Your task:
Looking at the data below, report how many lines contain "direction", with no other words.

Given information:
☆ ☆ ☆ ☆ ☆
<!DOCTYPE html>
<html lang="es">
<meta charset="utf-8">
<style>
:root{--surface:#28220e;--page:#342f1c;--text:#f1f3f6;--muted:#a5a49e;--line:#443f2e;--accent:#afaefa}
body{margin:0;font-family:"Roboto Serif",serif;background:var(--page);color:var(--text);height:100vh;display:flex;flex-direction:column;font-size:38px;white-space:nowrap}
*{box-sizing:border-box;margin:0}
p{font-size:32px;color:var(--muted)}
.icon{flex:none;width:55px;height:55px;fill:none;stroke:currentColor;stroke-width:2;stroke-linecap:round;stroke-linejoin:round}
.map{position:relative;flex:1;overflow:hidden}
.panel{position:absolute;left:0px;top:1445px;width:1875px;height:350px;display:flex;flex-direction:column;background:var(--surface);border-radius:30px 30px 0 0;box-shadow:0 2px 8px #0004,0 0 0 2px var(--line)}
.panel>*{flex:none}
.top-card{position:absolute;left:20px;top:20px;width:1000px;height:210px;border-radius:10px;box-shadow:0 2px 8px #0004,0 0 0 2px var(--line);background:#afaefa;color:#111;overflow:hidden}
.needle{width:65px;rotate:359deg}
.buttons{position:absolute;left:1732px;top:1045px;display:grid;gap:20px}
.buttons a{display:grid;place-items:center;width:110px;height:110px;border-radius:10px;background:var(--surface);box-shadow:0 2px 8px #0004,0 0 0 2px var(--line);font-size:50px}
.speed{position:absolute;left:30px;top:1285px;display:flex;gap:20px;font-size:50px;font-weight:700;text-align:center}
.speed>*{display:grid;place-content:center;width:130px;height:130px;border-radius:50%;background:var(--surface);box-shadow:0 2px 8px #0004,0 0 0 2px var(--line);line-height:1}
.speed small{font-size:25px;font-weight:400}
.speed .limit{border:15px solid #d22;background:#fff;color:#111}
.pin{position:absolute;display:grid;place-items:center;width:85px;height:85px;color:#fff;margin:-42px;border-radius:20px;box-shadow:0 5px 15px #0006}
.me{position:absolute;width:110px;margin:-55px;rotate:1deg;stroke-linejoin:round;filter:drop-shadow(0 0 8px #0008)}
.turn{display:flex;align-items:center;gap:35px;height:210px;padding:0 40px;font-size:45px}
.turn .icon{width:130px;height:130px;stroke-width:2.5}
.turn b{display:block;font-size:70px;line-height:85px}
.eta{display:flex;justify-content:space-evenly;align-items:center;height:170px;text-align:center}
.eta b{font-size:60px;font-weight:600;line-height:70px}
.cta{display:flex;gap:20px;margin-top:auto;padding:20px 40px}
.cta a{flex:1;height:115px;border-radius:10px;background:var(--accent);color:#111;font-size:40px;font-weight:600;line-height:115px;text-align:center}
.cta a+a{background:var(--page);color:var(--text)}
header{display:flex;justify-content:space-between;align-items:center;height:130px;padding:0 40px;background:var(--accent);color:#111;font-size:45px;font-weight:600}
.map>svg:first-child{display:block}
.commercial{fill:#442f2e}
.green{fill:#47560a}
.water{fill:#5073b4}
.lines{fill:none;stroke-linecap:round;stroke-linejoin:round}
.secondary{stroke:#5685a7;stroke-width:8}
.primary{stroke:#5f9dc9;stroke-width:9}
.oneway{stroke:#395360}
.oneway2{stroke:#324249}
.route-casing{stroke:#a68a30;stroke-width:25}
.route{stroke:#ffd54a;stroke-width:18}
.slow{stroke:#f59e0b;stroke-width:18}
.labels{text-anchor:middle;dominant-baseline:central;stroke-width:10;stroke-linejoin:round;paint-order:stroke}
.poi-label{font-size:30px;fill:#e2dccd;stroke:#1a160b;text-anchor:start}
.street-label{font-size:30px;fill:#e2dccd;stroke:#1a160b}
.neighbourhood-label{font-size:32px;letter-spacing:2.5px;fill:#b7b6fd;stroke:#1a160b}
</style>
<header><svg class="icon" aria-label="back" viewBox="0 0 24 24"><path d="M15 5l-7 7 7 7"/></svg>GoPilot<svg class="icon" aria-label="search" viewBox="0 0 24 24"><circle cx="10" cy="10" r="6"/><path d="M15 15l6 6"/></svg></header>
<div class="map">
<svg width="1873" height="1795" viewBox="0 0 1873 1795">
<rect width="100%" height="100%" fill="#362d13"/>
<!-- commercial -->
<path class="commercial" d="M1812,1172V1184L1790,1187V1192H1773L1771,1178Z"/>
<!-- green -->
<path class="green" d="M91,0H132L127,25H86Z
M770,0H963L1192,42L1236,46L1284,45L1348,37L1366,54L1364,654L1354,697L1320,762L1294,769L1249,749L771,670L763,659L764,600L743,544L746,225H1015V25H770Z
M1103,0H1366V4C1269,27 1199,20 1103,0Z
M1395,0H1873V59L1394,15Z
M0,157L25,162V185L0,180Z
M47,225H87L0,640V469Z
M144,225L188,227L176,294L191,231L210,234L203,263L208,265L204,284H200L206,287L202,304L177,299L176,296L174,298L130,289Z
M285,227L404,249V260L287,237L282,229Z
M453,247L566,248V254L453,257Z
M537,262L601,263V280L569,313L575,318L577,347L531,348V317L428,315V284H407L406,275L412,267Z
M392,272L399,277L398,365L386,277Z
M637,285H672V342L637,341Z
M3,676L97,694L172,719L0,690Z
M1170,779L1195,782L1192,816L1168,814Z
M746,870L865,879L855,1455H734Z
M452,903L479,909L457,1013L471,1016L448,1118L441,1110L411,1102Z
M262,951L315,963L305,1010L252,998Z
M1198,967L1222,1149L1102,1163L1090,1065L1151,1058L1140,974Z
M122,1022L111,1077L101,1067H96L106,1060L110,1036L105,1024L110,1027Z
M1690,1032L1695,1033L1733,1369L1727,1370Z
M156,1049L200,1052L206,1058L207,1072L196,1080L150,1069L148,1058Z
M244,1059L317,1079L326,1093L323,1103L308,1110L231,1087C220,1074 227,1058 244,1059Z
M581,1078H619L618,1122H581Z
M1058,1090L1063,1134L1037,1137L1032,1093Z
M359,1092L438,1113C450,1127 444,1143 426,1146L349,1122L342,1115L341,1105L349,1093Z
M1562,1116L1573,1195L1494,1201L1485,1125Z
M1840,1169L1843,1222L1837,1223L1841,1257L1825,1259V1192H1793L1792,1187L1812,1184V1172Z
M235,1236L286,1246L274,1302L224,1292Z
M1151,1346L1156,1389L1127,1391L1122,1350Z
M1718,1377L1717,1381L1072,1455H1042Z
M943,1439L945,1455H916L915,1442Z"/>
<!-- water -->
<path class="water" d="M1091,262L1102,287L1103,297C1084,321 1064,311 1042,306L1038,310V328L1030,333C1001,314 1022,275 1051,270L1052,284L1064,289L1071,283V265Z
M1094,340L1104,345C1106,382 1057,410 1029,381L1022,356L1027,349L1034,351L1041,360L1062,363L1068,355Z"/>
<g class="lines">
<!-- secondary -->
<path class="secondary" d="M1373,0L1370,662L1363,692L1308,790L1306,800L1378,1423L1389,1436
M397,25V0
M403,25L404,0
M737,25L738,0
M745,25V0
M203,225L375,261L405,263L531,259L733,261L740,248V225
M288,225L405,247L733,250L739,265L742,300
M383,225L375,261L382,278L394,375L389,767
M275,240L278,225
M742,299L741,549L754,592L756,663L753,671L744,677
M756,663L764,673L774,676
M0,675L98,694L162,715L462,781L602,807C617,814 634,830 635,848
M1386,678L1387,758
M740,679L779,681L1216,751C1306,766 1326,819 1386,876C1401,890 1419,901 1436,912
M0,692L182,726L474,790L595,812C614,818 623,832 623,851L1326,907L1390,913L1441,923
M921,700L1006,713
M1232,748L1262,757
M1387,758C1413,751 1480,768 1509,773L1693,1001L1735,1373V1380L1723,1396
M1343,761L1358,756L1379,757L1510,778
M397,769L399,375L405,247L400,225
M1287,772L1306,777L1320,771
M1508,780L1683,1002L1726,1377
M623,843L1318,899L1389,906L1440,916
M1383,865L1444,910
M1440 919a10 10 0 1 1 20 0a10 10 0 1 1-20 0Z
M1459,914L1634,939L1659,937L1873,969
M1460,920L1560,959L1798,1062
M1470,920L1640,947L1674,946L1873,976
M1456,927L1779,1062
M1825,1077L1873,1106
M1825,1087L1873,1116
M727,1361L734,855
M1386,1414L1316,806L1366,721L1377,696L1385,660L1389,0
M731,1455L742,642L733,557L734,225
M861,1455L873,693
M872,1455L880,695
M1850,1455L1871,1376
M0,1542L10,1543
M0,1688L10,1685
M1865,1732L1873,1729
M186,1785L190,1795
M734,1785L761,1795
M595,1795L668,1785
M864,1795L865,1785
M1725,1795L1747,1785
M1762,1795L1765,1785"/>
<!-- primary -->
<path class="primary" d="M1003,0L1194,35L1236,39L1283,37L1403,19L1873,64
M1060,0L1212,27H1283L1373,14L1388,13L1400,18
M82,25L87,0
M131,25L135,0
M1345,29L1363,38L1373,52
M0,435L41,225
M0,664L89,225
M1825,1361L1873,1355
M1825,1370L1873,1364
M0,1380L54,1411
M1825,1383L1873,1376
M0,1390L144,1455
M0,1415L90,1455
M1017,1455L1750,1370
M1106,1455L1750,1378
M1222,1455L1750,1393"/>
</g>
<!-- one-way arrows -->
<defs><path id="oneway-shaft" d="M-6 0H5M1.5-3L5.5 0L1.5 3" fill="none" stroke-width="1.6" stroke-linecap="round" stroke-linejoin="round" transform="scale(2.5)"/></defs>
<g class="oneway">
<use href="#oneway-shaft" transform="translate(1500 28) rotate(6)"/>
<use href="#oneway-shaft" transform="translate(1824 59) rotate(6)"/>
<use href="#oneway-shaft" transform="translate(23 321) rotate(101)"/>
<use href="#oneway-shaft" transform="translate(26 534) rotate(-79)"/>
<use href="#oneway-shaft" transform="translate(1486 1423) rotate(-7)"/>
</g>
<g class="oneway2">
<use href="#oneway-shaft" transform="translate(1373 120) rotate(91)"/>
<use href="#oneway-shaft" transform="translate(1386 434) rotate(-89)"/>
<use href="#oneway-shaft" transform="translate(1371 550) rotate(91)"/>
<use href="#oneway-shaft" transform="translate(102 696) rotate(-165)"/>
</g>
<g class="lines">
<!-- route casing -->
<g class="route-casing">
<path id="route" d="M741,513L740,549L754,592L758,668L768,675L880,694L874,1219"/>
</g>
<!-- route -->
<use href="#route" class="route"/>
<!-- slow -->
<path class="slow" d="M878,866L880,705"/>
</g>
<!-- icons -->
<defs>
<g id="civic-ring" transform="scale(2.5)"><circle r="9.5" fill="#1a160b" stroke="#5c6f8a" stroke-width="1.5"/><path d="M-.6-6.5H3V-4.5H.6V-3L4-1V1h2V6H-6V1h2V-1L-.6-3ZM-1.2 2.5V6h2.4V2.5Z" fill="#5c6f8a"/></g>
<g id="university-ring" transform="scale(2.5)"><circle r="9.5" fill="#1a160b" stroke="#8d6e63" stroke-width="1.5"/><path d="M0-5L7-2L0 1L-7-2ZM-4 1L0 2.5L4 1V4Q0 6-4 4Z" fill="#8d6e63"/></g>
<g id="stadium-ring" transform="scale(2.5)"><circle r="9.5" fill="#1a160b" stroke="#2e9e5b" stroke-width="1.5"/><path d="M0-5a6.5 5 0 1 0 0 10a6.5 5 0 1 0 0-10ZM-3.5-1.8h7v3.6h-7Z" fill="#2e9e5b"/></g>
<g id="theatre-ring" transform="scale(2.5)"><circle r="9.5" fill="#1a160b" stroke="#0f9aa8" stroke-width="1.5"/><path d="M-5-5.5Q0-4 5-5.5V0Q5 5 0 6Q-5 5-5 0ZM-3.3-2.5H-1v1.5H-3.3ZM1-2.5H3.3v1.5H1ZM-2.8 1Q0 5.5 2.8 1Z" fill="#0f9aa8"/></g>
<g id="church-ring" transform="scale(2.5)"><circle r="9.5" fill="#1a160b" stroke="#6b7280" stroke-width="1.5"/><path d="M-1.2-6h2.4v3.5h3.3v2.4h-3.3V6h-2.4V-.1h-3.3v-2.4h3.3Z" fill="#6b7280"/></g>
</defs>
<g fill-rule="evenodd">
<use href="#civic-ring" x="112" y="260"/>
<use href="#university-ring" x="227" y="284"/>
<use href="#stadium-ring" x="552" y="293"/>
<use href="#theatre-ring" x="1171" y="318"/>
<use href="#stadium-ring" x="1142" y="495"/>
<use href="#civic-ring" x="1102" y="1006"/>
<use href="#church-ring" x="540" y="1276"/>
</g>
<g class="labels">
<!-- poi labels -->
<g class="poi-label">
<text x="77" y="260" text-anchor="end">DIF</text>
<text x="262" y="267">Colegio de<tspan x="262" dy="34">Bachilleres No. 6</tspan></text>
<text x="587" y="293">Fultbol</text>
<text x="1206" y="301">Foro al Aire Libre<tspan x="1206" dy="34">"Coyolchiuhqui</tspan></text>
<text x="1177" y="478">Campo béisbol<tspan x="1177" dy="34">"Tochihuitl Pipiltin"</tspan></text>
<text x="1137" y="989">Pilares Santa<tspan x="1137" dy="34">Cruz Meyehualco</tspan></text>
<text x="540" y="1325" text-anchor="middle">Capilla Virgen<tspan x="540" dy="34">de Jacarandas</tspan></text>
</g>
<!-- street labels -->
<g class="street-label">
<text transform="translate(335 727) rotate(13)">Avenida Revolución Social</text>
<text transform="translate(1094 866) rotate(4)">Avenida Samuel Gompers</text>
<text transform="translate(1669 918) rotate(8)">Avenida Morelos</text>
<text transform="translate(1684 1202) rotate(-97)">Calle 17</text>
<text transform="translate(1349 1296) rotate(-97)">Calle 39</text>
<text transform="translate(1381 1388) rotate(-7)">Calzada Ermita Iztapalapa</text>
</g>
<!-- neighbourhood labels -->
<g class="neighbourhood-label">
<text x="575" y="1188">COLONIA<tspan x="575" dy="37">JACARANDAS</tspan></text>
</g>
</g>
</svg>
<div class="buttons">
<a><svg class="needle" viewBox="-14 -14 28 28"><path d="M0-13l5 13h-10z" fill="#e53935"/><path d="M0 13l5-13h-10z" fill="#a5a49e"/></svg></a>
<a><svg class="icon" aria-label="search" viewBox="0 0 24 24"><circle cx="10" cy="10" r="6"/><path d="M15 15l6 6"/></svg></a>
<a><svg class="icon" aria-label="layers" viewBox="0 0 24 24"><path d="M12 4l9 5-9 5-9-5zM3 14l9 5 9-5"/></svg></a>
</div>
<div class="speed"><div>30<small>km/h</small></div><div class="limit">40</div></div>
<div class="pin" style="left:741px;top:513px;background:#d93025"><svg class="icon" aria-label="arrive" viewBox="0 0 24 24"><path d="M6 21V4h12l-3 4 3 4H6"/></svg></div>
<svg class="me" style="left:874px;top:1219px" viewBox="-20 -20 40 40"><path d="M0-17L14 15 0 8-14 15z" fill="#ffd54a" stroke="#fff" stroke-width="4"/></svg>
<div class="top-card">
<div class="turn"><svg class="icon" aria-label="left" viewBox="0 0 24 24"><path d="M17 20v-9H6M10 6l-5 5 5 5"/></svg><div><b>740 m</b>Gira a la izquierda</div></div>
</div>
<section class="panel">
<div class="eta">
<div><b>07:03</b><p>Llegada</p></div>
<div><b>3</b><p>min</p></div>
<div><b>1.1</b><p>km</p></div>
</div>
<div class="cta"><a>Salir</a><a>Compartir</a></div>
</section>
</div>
☆ ☆ ☆ ☆ ☆
Exercise response:
2